(Saved entries)
*** Begin section ***
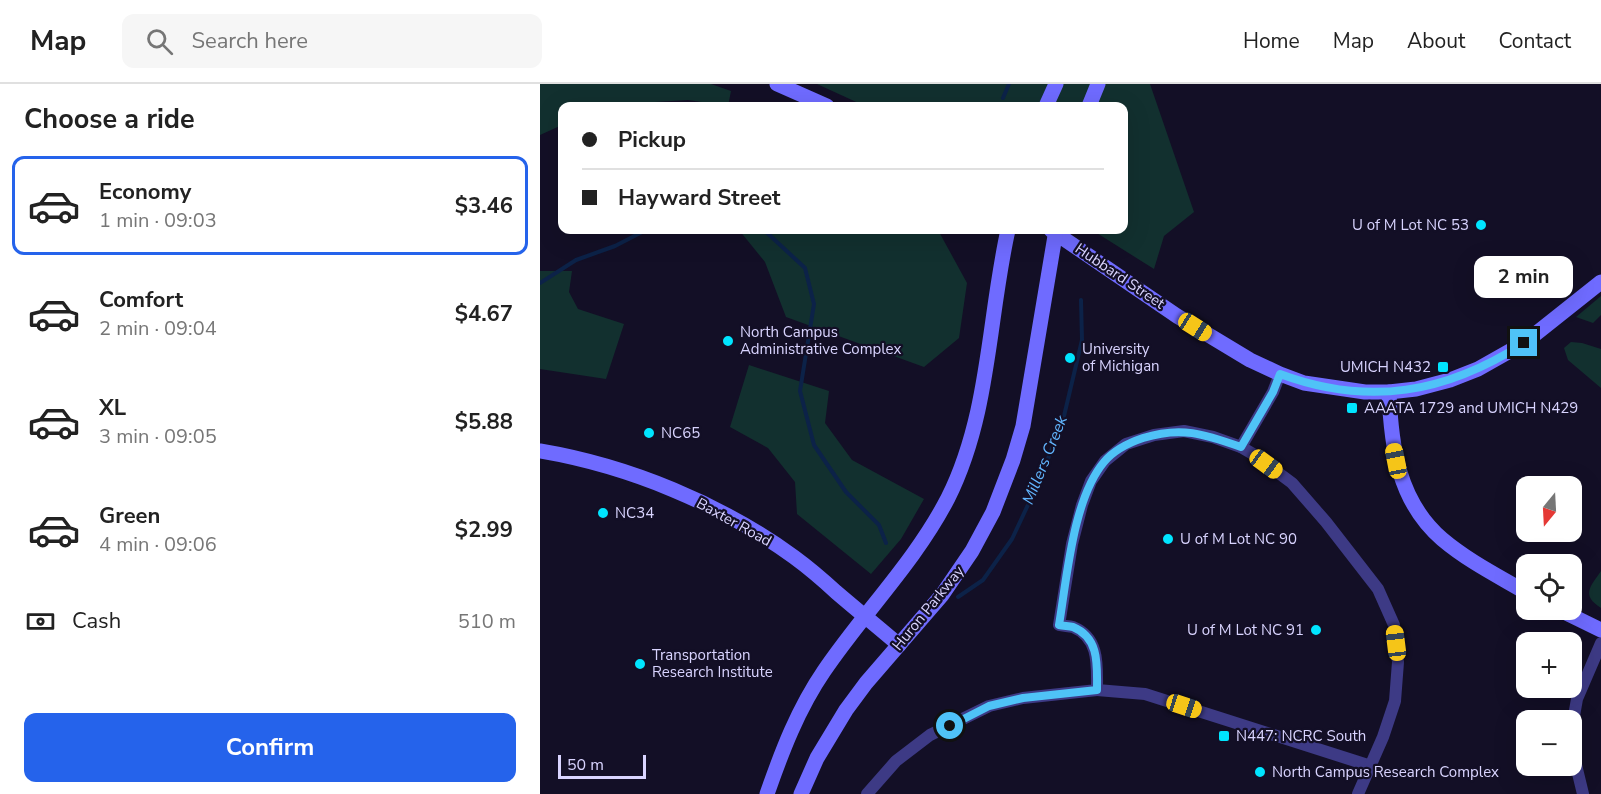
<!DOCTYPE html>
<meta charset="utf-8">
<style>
:root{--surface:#fff;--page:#f6f6f6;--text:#222;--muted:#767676;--line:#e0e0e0;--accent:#2563eb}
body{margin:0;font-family:"Nunito Sans",sans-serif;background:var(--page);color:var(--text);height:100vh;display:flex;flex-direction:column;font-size:22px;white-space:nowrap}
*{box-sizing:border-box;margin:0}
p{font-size:20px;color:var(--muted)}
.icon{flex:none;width:33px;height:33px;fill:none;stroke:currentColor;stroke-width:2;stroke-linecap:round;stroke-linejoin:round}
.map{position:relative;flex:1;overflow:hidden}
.sheet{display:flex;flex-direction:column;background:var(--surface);width:540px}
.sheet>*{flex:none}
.banner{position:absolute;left:18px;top:18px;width:570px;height:132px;border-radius:12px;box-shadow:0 6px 24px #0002;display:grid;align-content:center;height:132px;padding:0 24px;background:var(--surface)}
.needle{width:39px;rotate:198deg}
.fabs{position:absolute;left:976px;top:392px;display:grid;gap:12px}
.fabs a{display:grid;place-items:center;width:66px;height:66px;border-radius:12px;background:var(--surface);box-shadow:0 6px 24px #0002;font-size:30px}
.scale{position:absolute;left:18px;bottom:15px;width:88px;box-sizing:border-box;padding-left:6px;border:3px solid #d9d4ff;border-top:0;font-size:16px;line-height:21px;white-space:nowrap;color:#d9d4ff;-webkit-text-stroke:4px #130f26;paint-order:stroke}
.end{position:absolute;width:27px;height:27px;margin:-14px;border:8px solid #4fc3f7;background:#111;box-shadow:0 0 0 3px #111}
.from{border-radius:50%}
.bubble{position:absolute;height:42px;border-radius:12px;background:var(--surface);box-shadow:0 6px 24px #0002;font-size:20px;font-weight:700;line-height:42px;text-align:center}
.car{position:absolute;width:18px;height:36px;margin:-18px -9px;border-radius:8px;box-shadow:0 0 4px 2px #0007;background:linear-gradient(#f5c518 24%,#345 0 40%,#f5c518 0 76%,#345 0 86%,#f5c518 0)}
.banner b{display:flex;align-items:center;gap:21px;height:57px;font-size:22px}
.banner b+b{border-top:2px solid var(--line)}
.banner i{width:15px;height:15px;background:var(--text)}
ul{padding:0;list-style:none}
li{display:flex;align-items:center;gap:18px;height:99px;margin:0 12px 9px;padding:0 12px;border:3px solid transparent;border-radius:12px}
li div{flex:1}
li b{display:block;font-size:22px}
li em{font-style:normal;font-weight:700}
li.selected{border-color:var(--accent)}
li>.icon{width:54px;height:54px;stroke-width:1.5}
h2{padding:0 24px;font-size:27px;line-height:72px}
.pay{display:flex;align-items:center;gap:15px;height:66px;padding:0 24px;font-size:22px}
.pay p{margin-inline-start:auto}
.cta{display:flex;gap:12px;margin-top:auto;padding:12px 24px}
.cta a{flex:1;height:69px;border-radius:12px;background:var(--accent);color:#fff;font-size:24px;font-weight:700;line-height:69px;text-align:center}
header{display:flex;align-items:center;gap:36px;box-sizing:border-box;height:84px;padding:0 30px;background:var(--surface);border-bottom:2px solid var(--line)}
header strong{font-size:28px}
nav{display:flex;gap:33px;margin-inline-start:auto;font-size:21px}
.search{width:420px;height:54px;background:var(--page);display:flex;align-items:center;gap:15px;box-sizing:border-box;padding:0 21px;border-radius:12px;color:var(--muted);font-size:22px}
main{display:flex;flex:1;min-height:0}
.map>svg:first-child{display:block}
.green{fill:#12302f}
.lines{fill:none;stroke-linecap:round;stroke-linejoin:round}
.stream{stroke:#0c2248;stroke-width:4}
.street{stroke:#3d3a85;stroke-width:12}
.secondary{stroke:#6f6bff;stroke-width:15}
.route{stroke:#4fc3f7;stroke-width:8}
.poi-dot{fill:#00e5ff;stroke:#130f26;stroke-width:2}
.labels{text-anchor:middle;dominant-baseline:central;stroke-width:4.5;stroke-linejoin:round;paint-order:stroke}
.poi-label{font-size:15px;fill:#d9d4ff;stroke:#130f26;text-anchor:start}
.street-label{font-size:15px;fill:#d9d4ff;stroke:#130f26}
.water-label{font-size:16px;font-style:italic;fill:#62b6ff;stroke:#130f26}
</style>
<header>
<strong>Map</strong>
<div class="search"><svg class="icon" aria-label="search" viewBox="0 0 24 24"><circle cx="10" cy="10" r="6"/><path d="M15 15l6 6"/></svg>Search here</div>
<nav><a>Home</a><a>Map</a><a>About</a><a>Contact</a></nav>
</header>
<main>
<section class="sheet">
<h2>Choose a ride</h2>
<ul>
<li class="selected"><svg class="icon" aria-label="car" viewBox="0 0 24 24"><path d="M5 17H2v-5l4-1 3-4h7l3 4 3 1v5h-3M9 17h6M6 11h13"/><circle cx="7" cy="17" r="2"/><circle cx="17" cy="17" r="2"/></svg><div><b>Economy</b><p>1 min · 09:03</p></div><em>$3.46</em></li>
<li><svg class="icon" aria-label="car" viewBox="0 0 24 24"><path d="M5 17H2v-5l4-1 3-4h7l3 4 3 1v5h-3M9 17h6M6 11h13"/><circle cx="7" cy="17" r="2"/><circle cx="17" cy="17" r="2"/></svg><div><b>Comfort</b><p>2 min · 09:04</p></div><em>$4.67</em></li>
<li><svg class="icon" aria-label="car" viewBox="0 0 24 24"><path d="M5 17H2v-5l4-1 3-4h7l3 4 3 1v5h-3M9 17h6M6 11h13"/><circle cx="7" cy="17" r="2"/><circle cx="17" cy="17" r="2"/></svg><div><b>XL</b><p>3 min · 09:05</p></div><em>$5.88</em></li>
<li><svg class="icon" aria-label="car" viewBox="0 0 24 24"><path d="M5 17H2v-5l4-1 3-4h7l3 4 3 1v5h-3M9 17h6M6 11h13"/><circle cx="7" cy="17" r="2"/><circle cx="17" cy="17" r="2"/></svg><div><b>Green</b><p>4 min · 09:06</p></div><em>$2.99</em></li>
</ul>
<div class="pay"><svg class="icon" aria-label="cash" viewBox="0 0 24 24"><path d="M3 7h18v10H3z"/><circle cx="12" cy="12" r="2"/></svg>Cash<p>510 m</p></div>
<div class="cta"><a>Confirm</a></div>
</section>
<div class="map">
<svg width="1061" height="710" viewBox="0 0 1061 710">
<rect width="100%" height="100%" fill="#130f26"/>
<!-- green -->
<g class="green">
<path d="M 0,0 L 171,0 L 191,7 L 188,22 L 148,16 L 99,19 L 81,22 L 22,22 L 22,41 L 0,51 Z"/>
<path d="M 277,0 L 610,0 L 654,128 L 624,152 L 614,185 L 552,146 L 584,146 L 584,22 L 325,22 Z"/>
<path d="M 199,146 L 398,146 L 427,199 L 419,254 L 384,283 L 246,233 L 225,178 Z"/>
<path d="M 0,187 L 32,187 L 29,208 L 38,225 L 84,240 L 66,295 L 0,285 Z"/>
<path d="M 1061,212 L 1061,231 L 1053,239 L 1036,233 Z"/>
<path d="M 1031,258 L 1042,259 L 1061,265 L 1061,304 L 1028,276 L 1024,264 Z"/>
<path d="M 209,281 L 289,307 L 285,339 L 312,376 L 384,415 L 361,455 L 331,490 L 257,430 L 255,398 L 228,364 L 190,343 Z"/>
<path d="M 1061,487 L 1061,524 C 1041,511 1050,503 1061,487 Z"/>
</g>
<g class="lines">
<!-- stream -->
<g class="stream">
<path d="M 463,14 L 469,0"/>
<path d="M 224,146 L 265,184 L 274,220 L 260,307 L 274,361 L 306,408 L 339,441 L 346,459"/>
<path d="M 0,199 L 36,176 L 75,162 L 106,146"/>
<path d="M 418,513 L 443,496 L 472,455 L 502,391 L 524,332 L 542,256 L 541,216"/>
</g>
<!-- street -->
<g class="street">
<path d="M 701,363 L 733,308 L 740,290"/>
<path d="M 557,606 L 605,610 L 831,682"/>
<path d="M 1032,643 L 1037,615 L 1061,559"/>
<path d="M 1032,651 L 1036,681 L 1043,710"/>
<path d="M 327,710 L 356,677 L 390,651 L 449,622 L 483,614 L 557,606 C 557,582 560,554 533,543 C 529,542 523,542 519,541 L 532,460 L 542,421 L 551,397 L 565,377 L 586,360 L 614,351 L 644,347 L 673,353 L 701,363 L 713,370 L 752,399 L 786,438 L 838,505 L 854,541 L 858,578 L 855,617 L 843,653 L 818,710"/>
</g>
<!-- secondary -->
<g class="secondary">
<path d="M 237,0 L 287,22"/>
<path d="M 506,22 L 516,0"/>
<path d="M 549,22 L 558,0"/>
<path d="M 511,146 L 637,232 L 710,276 L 740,290 L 764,299 L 825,308 L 849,308 L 876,305 L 910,296 L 938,285 L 984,259 L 1061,198"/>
<path d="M 849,308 C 851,362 858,417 902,455 C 928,477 958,492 987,509"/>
<path d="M 0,367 C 89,382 181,420 254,473 C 269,484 283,496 296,508 C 317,526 338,543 359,561"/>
<path d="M 1018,525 L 1061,546"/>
<path d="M 227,710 C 242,667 258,625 284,587 C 324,528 375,478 408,414 C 450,330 448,235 468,146"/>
<path d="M 261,710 L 277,674 L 306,626 L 326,599 L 402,511 L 432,467 L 453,428 L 473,376 L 483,342 L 516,146"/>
</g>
</g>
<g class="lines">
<!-- route -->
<path class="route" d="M 410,642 L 449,622 L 483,614 L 557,606 C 557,582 560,554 533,543 C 529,542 523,542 519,541 C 527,493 533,415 564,378 C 574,366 588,359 603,354 C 641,342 664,350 701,363 L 733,308 L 740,290 C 829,323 906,309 984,259"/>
</g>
<!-- markers -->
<g class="poi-dot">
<circle cx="941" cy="141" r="6"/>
<circle cx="188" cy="257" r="6"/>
<circle cx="530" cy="274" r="6"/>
<rect x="897" y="277" width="12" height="12" rx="3"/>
<rect x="806" y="318" width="12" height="12" rx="3"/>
<circle cx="109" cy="349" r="6"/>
<circle cx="63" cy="429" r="6"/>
<circle cx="628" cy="455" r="6"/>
<circle cx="776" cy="546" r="6"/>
<circle cx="100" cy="580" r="6"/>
<rect x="678" y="646" width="12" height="12" rx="3"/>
<circle cx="720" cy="688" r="6"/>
</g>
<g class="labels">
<!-- poi labels -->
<g class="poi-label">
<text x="929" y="141" text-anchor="end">U of M Lot NC 53</text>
<text x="200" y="248">North Campus<tspan x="200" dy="17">Administrative Complex</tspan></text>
<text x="542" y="265">University<tspan x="542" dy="17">of Michigan</tspan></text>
<text x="891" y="283" text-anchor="end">UMICH N432</text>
<text x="824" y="324">AAATA 1729 and UMICH N429</text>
<text x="121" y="349">NC65</text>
<text x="75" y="429">NC34</text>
<text x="640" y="455">U of M Lot NC 90</text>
<text x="764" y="546" text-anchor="end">U of M Lot NC 91</text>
<text x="112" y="571">Transportation<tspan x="112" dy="17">Research Institute</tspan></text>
<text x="696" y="652">N447: NCRC South</text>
<text x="732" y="688">North Campus Research Complex</text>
</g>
<!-- street labels -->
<g class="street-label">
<text transform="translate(580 192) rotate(34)">Hubbard Street</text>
<text transform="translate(194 438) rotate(29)">Baxter Road</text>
<text transform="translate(388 524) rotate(-51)">Huron Parkway</text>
</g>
<!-- water labels -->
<g class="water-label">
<text transform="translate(505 376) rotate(-68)">Millers Creek</text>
</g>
</g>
</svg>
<div class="fabs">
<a><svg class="needle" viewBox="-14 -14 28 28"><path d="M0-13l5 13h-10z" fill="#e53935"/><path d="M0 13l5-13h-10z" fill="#767676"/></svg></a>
<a><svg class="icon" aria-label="locate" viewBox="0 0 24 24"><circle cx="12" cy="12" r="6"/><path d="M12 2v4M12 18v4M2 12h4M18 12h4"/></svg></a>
<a>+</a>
<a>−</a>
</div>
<div class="scale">50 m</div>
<i class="end from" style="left:410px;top:642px"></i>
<i class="end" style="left:984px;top:259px"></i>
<div class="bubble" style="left:934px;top:172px;width:99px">2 min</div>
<i class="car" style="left:655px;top:243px;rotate:122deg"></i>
<i class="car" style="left:856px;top:377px;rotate:349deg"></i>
<i class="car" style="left:726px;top:380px;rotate:126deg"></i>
<i class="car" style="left:856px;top:559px;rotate:353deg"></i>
<i class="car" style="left:644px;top:622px;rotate:108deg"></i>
<div class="banner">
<b><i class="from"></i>Pickup</b>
<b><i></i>Hayward Street</b>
</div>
</div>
</main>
*** End section ***
> [What needs to be done]: From the data, collect all lines where the string "shadow" appears.

> [Your response]:
.banner{position:absolute;left:18px;top:18px;width:570px;height:132px;border-radius:12px;box-shadow:0 6px 24px #0002;display:grid;align-content:center;height:132px;padding:0 24px;background:var(--surface)}
.fabs a{display:grid;place-items:center;width:66px;height:66px;border-radius:12px;background:var(--surface);box-shadow:0 6px 24px #0002;font-size:30px}
.end{position:absolute;width:27px;height:27px;margin:-14px;border:8px solid #4fc3f7;background:#111;box-shadow:0 0 0 3px #111}
.bubble{position:absolute;height:42px;border-radius:12px;background:var(--surface);box-shadow:0 6px 24px #0002;font-size:20px;font-weight:700;line-height:42px;text-align:center}
.car{position:absolute;width:18px;height:36px;margin:-18px -9px;border-radius:8px;box-shadow:0 0 4px 2px #0007;background:linear-gradient(#f5c518 24%,#345 0 40%,#f5c518 0 76%,#345 0 86%,#f5c518 0)}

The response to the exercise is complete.